## [WHAT TO PRODUCE]
Once you find the line below that has "List all text", output it and every line after it exactly, stopping after the line that has "Enumerate all text", with no pictures.

• • •

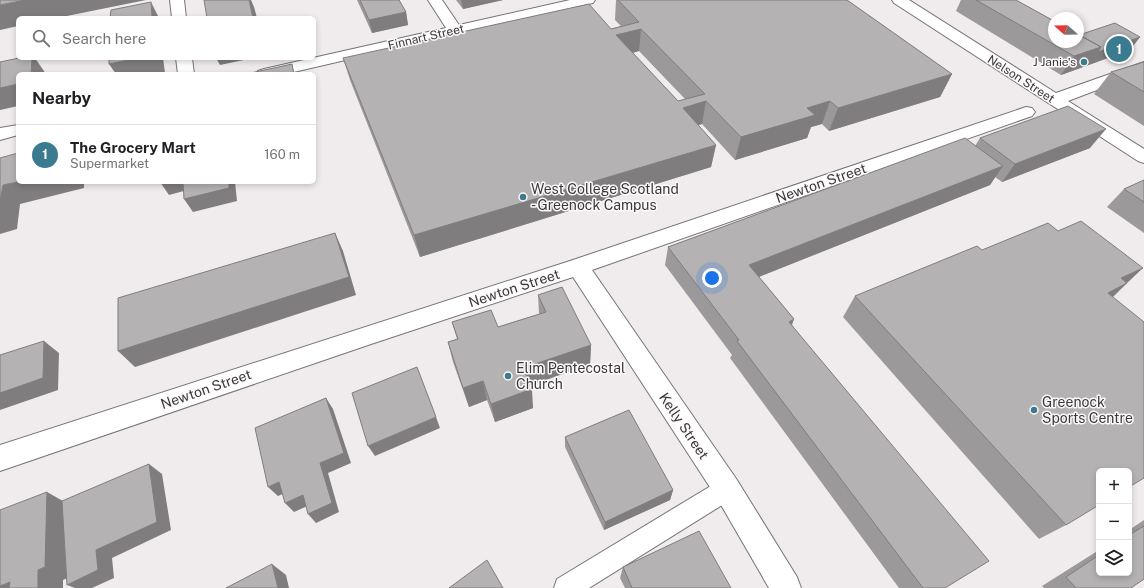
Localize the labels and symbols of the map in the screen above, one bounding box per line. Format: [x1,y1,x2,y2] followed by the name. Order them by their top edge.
[1048,12,1084,48] north arrow
[387,21,466,53] street label: Finnart Street
[1106,34,1132,64] pin: 1
[985,52,1057,106] street label: Nelson Street
[1033,55,1076,69] place label: J Janie's
[1079,57,1089,67] marker: J Janie's
[774,160,868,206] street label: Newton Street
[531,181,679,213] place label: West College Scotland - Greenock Campus
[518,192,528,202] marker: West College Scotland - Greenock Campus
[466,266,562,310] street label: Newton Street
[702,268,722,288] your location
[516,360,625,392] place label: Elim Pentecostal Church
[159,366,253,412] street label: Newton Street
[503,371,513,381] marker: Elim Pentecostal Church
[656,390,712,462] street label: Kelly Street
[1042,394,1133,426] place label: Greenock Sports Centre
[1029,405,1039,415] marker: Greenock Sports Centre

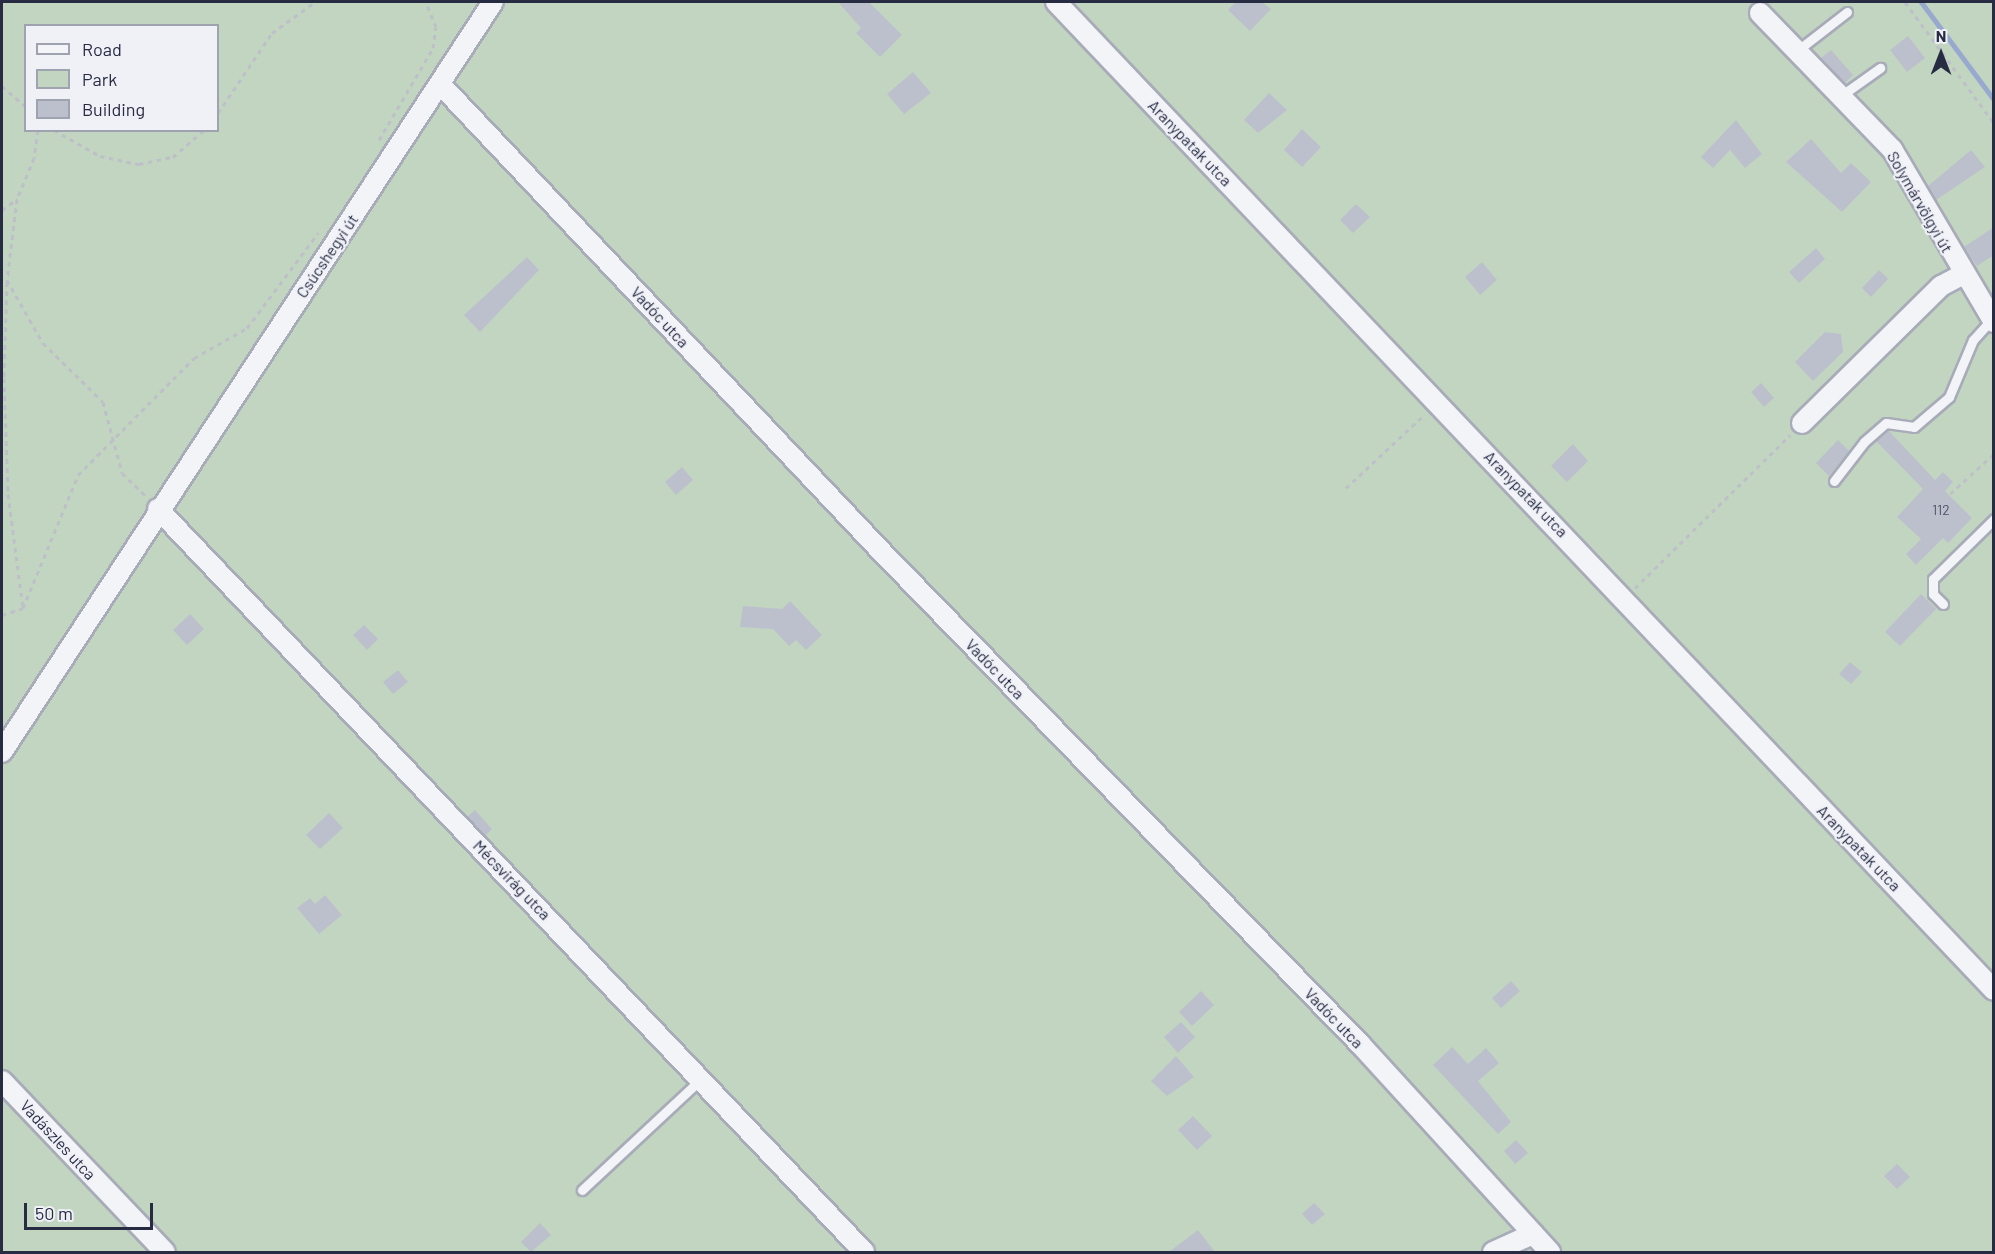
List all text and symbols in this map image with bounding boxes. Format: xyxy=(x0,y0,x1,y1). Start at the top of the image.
legend xyxy=(24,24,219,132)
north arrow xyxy=(1911,24,1971,84)
text: N xyxy=(1936,26,1946,45)
text: Road xyxy=(82,38,122,60)
text: Park xyxy=(82,68,117,90)
street label: Aranypatak utca xyxy=(1144,96,1236,190)
text: Building xyxy=(82,98,145,120)
street label: Solymárvölgyi út xyxy=(1883,148,1957,256)
street label: Csúcshegyi út xyxy=(292,211,362,301)
street label: Vadóc utca xyxy=(627,283,693,351)
street label: Aranypatak utca xyxy=(1480,447,1572,541)
house number: 112 xyxy=(1932,502,1950,518)
street label: Vadóc utca xyxy=(962,635,1028,703)
street label: Aranypatak utca xyxy=(1813,801,1905,895)
street label: Mécsvirág utca xyxy=(469,836,555,924)
street label: Vadóc utca xyxy=(1301,984,1367,1052)
street label: Vadászles utca xyxy=(16,1096,100,1184)
scale bar xyxy=(27,1191,156,1229)
text: 50 m xyxy=(35,1202,73,1224)

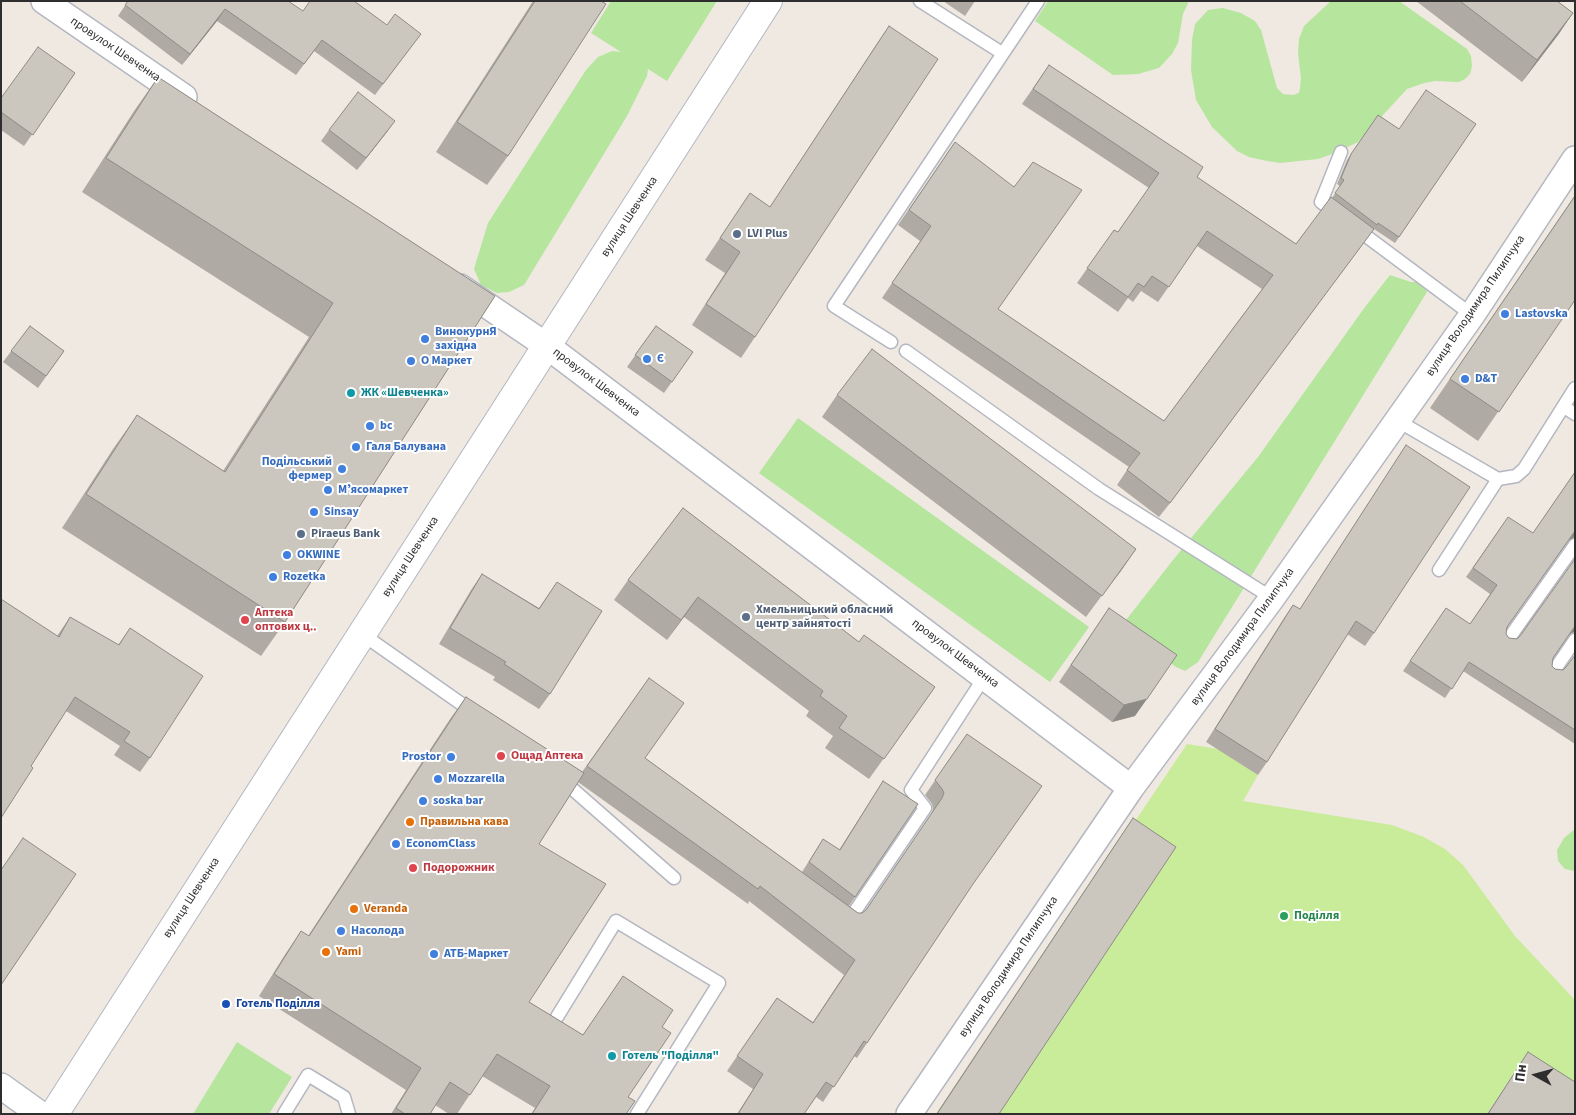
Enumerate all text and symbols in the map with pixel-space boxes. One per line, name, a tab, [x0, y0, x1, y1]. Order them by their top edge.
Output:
street label: провулок Шевченка	[67, 14, 163, 86]
street label: вулиця Шевченка	[599, 174, 661, 260]
place label: LVI Plus	[747, 227, 788, 241]
marker: LVI Plus	[731, 228, 743, 240]
street label: вулиця Володимира Пилипчука	[1423, 233, 1529, 379]
place label: Lastovska	[1515, 307, 1568, 321]
marker: Lastovska	[1499, 308, 1511, 320]
place label: ВинокурнЯ західна	[435, 325, 497, 353]
marker: ВинокурнЯ західна	[419, 333, 431, 345]
street label: провулок Шевченка	[549, 345, 643, 421]
place label: Є	[657, 352, 664, 366]
marker: Є	[641, 353, 653, 365]
place label: О Маркет	[421, 354, 472, 368]
marker: О Маркет	[405, 355, 417, 367]
place label: D&T	[1475, 372, 1497, 386]
marker: D&T	[1459, 373, 1471, 385]
place label: ЖК «Шевченка»	[361, 386, 449, 400]
marker: ЖК «Шевченка»	[345, 387, 357, 399]
place label: bc	[380, 419, 392, 433]
marker: bc	[364, 420, 376, 432]
place label: Галя Балувана	[366, 440, 446, 454]
marker: Галя Балувана	[350, 441, 362, 453]
place label: Подільський фермер	[262, 455, 332, 483]
marker: Подільський фермер	[336, 463, 348, 475]
place label: Мʼясомаркет	[338, 483, 408, 497]
marker: Мʼясомаркет	[322, 484, 334, 496]
place label: Sinsay	[324, 505, 359, 519]
marker: Sinsay	[308, 506, 320, 518]
street label: вулиця Шевченка	[380, 514, 442, 600]
place label: Piraeus Bank	[311, 527, 380, 541]
marker: Piraeus Bank	[295, 528, 307, 540]
place label: OKWINE	[297, 548, 340, 562]
marker: OKWINE	[281, 549, 293, 561]
street label: вулиця Володимира Пилипчука	[1188, 565, 1298, 709]
place label: Rozetka	[283, 570, 326, 584]
marker: Rozetka	[267, 571, 279, 583]
place label: Хмельницький обласний центр зайнятості	[756, 603, 893, 631]
place label: Аптека оптових ц‥	[255, 606, 316, 634]
marker: Хмельницький обласний центр зайнятості	[740, 611, 752, 623]
marker: Аптека оптових ц‥	[239, 614, 251, 626]
street label: провулок Шевченка	[908, 616, 1002, 692]
place label: Ощад Аптека	[511, 749, 583, 763]
place label: Prostor	[402, 750, 441, 764]
marker: Ощад Аптека	[495, 750, 507, 762]
marker: Prostor	[445, 751, 457, 763]
place label: Mozzarella	[448, 772, 505, 786]
marker: Mozzarella	[432, 773, 444, 785]
place label: soska bar	[433, 794, 483, 808]
marker: soska bar	[417, 795, 429, 807]
place label: Правильна кава	[420, 815, 509, 829]
marker: Правильна кава	[404, 816, 416, 828]
place label: EconomClass	[406, 837, 476, 851]
marker: EconomClass	[390, 838, 402, 850]
street label: вулиця Шевченка	[161, 855, 223, 941]
place label: Подорожник	[423, 861, 495, 875]
marker: Подорожник	[407, 862, 419, 874]
street label: вулиця Володимира Пилипчука	[956, 894, 1062, 1040]
place label: Veranda	[364, 902, 407, 916]
marker: Veranda	[348, 903, 360, 915]
place label: Поділля	[1294, 909, 1339, 923]
marker: Поділля	[1278, 910, 1290, 922]
place label: Насолода	[351, 924, 404, 938]
marker: Насолода	[335, 925, 347, 937]
place label: Yami	[336, 945, 361, 959]
marker: Yami	[320, 946, 332, 958]
place label: АТБ-Маркет	[444, 947, 508, 961]
marker: АТБ-Маркет	[428, 948, 440, 960]
place label: Готель Поділля	[236, 997, 320, 1011]
marker: Готель Поділля	[220, 998, 232, 1010]
place label: Готель "Поділля"	[622, 1049, 719, 1063]
marker: Готель "Поділля"	[606, 1050, 618, 1062]
north arrow	[1511, 1050, 1561, 1100]
text: Пн	[1510, 1063, 1532, 1083]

• • •

## [SOLUTION TO THE EXERCISE]
List all text and symbols in this map image with bounding boxes. Format: xyxy=(x0,y0,x1,y1). Start at the top of the image.
legend xyxy=(24,24,219,132)
north arrow xyxy=(1911,24,1971,84)
text: N xyxy=(1936,26,1946,45)
text: Road xyxy=(82,38,122,60)
text: Park xyxy=(82,68,117,90)
street label: Aranypatak utca xyxy=(1144,96,1236,190)
text: Building xyxy=(82,98,145,120)
street label: Solymárvölgyi út xyxy=(1883,148,1957,256)
street label: Csúcshegyi út xyxy=(292,211,362,301)
street label: Vadóc utca xyxy=(627,283,693,351)
street label: Aranypatak utca xyxy=(1480,447,1572,541)
house number: 112 xyxy=(1932,502,1950,518)
street label: Vadóc utca xyxy=(962,635,1028,703)
street label: Aranypatak utca xyxy=(1813,801,1905,895)
street label: Mécsvirág utca xyxy=(469,836,555,924)
street label: Vadóc utca xyxy=(1301,984,1367,1052)
street label: Vadászles utca xyxy=(16,1096,100,1184)
scale bar xyxy=(27,1191,156,1229)
text: 50 m xyxy=(35,1202,73,1224)

Enumerate all text and symbols in the map with pixel-space boxes. One per line, name, a tab, [x0, y0, x1, y1]. Order them by their top edge.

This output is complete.